Finding more questions than answers
All along, I wanted real hard answers that I could use in the clinic. I wanted to know what I could do to get people better. And I wanted to understand Why what we do helps – why does reducing pelvic floor tension myalgia reduce urgency and frequency symptoms in BPS? But the reality of the timescale, the lack of previous work in the area and my lack of research experience meant that I had to pilot my study. You don’t get hard answers from pilots, but you do get even more interesting questions. In fact, a sign of good research is that you should get more questions than answers. And it’s a joy. Now I have so many more questions that I want to answer:
- To what degree is using the wand therapeutic?
- Wand use isn’t for everyone, what’s the lived experience of people we’re asking to use the wand?
- Why does the pelvic floor reduce length and motility in pain states?
The reality is that if you really do want to find answers you’ll follow the research until you get there, which may take decades. But it starts with inspiration – and it can start in your clinic next week.
Research into practice
So how did the story end for Hannah? I managed to track her down after the study had finished and take her through a full 12 week treatment with a wand. I’m happy to say that she’s now managing her symptoms very well, with hardly any pain flares and a normal bladder function. It took me four years to get to the point where I had the beginning of an idea of how to treat her – which is what this is, just a beginning!
Working In bladder pain is truly exciting. We’re really at the forefront of pain science, and it’s ever evolving. Now I hope to share my learning with as many physios as I can, so that they don’t have to spend four years learning per patient, but use my learning as a springboard.
Doing research is not a process just for academics. Research is about asking and answering questions and exploring our work in ever wider contexts. Completing my research challenged me both professionally and personally. I had a huge sense of accomplishment when it finally came around to printing and submitting my dissertation in a way that I didn’t have with my undergraduate degree. I felt that I had, in a small way, added to the knowledge, understanding and treatment for a complex condition, and done so in a way that may practically help clinicians.
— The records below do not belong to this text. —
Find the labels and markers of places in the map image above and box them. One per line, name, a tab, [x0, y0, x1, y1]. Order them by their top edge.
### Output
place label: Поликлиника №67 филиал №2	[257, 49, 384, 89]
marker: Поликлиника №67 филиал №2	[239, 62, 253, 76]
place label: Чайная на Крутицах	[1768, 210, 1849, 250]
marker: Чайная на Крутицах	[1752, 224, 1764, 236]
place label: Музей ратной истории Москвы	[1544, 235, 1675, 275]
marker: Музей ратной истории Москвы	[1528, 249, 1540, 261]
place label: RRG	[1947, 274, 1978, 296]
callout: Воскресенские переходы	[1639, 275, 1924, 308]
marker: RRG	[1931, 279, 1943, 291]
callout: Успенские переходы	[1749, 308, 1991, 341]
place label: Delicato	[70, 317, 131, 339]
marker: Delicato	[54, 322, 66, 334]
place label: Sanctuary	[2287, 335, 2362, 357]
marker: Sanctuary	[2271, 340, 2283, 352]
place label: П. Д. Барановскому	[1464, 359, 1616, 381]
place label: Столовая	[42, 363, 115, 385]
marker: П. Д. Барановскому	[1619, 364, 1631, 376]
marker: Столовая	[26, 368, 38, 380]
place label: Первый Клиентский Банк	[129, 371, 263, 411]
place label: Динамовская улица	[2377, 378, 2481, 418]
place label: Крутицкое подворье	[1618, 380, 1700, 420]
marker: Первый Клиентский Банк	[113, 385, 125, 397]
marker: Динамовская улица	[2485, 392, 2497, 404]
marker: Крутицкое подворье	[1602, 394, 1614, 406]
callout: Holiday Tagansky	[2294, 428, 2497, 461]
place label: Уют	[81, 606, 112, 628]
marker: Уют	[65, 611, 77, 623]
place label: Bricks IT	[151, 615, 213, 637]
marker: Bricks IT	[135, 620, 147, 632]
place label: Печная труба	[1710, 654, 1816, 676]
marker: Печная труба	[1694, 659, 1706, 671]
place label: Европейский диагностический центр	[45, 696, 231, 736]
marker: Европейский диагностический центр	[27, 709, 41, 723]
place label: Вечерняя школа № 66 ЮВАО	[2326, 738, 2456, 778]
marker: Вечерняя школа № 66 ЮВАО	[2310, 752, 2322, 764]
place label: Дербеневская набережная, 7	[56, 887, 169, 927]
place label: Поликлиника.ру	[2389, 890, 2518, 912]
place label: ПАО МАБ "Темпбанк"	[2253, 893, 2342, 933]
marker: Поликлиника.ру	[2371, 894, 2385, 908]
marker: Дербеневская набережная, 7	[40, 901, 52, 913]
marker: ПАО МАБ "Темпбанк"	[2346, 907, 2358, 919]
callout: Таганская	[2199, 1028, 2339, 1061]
I also grew as a therapist. I used to feel nervous about my level of knowledge and skills but am now much more confident. Having embedded myself in the literature over that last four years, and having conducted my own research, I can now say with integrity that I am providing the best that I can for my patients with bladder pain. I’ve also challenged my own long-held perceptions and beliefs with surprising literature and found a level of motivation and drive within me I didn’t know I had. I’ve developed resilience and perseverance. These are all skills that have enormous carryover into normal life, but especially into our very wonderful work.
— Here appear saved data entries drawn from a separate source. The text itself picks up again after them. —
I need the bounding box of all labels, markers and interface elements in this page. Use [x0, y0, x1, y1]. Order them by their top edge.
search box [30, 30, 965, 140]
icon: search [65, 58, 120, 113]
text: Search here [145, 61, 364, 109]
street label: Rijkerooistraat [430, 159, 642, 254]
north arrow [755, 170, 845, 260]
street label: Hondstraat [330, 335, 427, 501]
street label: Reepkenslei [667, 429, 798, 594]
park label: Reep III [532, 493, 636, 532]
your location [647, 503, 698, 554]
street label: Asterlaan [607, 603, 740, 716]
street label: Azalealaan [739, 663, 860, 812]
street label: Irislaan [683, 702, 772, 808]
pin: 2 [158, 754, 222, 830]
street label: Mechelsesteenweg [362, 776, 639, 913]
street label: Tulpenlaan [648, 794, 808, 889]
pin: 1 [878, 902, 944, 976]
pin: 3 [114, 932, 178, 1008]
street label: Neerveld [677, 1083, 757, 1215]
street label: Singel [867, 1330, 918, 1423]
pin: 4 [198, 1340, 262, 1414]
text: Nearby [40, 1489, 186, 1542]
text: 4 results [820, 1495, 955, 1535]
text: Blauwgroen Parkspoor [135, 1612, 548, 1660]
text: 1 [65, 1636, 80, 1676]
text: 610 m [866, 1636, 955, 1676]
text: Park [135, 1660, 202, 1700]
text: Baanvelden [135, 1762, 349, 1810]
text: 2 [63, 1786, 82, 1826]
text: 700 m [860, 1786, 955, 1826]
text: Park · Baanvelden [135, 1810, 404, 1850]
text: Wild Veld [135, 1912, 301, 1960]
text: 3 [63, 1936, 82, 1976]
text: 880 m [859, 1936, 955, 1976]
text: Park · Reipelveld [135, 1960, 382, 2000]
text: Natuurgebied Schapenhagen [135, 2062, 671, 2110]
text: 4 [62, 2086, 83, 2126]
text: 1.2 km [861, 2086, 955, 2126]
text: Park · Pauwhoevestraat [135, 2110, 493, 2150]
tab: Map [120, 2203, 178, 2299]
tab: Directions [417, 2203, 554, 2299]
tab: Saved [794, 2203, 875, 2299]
Have a think back to that patient, the one that got away. What one thing would you like to know that might have changed how you feel about that person, or how you may have treated them? Imagine how you could answer that question? The answer doesn’t have to be large. Some of the best research starts out small, in clinics. Yours could start on Monday morning. It just takes a question to answer, a pinch of inspiration and very, very sustained curiosity.